Source information:
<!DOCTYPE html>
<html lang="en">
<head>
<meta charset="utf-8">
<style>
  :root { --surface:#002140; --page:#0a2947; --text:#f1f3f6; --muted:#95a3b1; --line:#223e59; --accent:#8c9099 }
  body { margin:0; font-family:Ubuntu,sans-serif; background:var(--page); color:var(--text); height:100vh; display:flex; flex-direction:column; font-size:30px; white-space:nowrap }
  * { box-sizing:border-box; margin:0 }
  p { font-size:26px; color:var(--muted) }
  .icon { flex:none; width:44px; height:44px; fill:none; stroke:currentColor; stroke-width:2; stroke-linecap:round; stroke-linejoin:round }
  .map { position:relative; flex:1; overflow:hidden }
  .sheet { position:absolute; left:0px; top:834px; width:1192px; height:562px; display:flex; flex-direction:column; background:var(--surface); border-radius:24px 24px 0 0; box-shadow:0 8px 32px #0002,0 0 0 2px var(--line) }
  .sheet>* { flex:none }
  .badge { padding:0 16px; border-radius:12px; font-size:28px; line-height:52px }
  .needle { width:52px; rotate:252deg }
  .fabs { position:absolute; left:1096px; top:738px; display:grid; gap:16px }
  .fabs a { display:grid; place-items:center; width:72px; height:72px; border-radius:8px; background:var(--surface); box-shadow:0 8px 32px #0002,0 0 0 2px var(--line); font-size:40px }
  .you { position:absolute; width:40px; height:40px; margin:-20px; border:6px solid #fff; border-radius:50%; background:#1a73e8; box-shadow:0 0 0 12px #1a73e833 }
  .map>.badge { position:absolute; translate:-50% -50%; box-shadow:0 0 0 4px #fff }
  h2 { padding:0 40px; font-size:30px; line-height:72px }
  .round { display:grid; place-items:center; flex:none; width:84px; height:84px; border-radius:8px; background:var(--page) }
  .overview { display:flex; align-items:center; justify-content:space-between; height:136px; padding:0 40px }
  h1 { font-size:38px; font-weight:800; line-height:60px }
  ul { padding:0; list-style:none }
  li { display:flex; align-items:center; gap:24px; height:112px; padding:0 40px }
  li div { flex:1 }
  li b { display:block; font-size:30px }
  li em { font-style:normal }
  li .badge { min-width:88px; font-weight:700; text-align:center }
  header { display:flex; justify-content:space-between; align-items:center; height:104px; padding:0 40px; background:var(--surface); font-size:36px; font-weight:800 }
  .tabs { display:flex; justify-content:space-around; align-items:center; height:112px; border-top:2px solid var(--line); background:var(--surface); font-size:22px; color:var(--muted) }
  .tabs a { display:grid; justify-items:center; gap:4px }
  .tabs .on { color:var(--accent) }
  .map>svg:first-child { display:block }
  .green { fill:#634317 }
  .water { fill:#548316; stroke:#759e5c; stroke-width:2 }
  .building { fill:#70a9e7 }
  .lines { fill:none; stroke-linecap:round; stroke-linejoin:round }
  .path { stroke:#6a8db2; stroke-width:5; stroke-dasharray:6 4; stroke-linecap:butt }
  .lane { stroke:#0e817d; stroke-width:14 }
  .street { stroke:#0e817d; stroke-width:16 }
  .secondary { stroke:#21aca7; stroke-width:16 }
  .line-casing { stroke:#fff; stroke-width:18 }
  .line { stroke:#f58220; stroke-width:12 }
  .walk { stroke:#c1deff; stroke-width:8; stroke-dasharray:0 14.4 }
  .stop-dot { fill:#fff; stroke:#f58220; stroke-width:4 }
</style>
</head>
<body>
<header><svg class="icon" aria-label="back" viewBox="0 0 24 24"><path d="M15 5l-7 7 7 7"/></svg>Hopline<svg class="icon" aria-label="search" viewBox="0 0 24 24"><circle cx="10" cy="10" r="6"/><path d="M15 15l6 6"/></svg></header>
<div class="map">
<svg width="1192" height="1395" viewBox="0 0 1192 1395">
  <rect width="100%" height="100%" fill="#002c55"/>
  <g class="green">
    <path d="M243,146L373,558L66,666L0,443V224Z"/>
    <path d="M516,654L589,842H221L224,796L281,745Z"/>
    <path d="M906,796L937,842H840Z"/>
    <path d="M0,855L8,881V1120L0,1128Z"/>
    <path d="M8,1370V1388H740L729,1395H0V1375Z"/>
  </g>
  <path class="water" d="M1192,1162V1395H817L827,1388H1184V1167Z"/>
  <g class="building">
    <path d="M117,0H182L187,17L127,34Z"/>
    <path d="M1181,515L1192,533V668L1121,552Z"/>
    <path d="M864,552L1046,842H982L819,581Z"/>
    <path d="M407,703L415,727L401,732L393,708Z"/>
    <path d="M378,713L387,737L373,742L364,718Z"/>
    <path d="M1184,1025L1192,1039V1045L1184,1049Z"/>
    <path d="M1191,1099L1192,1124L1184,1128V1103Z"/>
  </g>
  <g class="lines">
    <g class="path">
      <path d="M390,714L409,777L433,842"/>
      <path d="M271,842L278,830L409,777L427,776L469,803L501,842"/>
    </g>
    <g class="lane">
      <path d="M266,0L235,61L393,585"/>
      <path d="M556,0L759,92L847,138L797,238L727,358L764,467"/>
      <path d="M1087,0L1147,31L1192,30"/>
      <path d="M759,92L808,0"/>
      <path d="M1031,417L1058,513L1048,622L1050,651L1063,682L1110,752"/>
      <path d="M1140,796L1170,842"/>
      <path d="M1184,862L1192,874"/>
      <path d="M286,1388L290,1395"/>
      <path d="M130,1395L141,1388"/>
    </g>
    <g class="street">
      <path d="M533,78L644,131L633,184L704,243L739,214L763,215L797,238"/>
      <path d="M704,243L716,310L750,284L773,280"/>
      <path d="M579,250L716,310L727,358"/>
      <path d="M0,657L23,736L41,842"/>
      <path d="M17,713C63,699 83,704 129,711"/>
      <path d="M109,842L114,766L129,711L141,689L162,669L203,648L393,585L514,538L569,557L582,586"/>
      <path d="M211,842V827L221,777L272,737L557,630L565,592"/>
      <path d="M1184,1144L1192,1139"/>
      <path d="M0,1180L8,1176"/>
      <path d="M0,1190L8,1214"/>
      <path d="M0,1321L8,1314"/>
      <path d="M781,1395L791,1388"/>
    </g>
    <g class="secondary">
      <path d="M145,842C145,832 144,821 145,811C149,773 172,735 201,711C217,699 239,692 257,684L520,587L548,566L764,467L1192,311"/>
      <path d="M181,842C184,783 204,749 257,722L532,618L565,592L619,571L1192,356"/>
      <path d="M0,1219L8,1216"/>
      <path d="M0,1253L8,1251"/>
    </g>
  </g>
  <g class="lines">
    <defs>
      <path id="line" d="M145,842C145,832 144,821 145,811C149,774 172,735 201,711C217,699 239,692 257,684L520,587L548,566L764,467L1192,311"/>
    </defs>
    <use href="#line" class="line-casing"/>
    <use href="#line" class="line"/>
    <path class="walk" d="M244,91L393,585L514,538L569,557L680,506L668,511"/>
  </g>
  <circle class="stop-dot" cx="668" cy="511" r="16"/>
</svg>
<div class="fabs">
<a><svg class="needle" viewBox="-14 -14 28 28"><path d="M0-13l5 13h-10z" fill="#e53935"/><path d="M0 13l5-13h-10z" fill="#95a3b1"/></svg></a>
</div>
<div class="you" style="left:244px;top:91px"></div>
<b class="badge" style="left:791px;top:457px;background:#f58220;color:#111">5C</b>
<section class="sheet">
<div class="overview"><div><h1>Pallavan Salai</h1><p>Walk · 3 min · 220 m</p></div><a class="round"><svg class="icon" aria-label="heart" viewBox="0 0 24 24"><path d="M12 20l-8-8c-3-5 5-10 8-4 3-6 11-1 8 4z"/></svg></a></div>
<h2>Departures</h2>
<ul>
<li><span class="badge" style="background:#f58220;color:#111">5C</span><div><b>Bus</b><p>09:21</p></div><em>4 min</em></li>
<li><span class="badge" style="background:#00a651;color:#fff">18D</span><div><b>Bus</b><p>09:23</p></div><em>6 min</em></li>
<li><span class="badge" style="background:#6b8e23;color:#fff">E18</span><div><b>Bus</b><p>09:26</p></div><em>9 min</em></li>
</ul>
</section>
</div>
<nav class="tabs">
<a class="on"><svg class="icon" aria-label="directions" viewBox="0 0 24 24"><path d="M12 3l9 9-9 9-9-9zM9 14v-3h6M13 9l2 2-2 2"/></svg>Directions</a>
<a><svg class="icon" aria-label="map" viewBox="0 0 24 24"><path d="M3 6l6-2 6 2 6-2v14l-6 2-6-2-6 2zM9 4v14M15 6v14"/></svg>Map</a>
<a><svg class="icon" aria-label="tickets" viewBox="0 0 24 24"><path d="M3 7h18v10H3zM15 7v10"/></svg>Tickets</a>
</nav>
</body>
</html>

Your assignment: Please go through the entries and show every line with the word "fabs".

Response:
  .fabs { position:absolute; left:1096px; top:738px; display:grid; gap:16px }
  .fabs a { display:grid; place-items:center; width:72px; height:72px; border-radius:8px; background:var(--surface); box-shadow:0 8px 32px #0002,0 0 0 2px var(--line); font-size:40px }
<div class="fabs">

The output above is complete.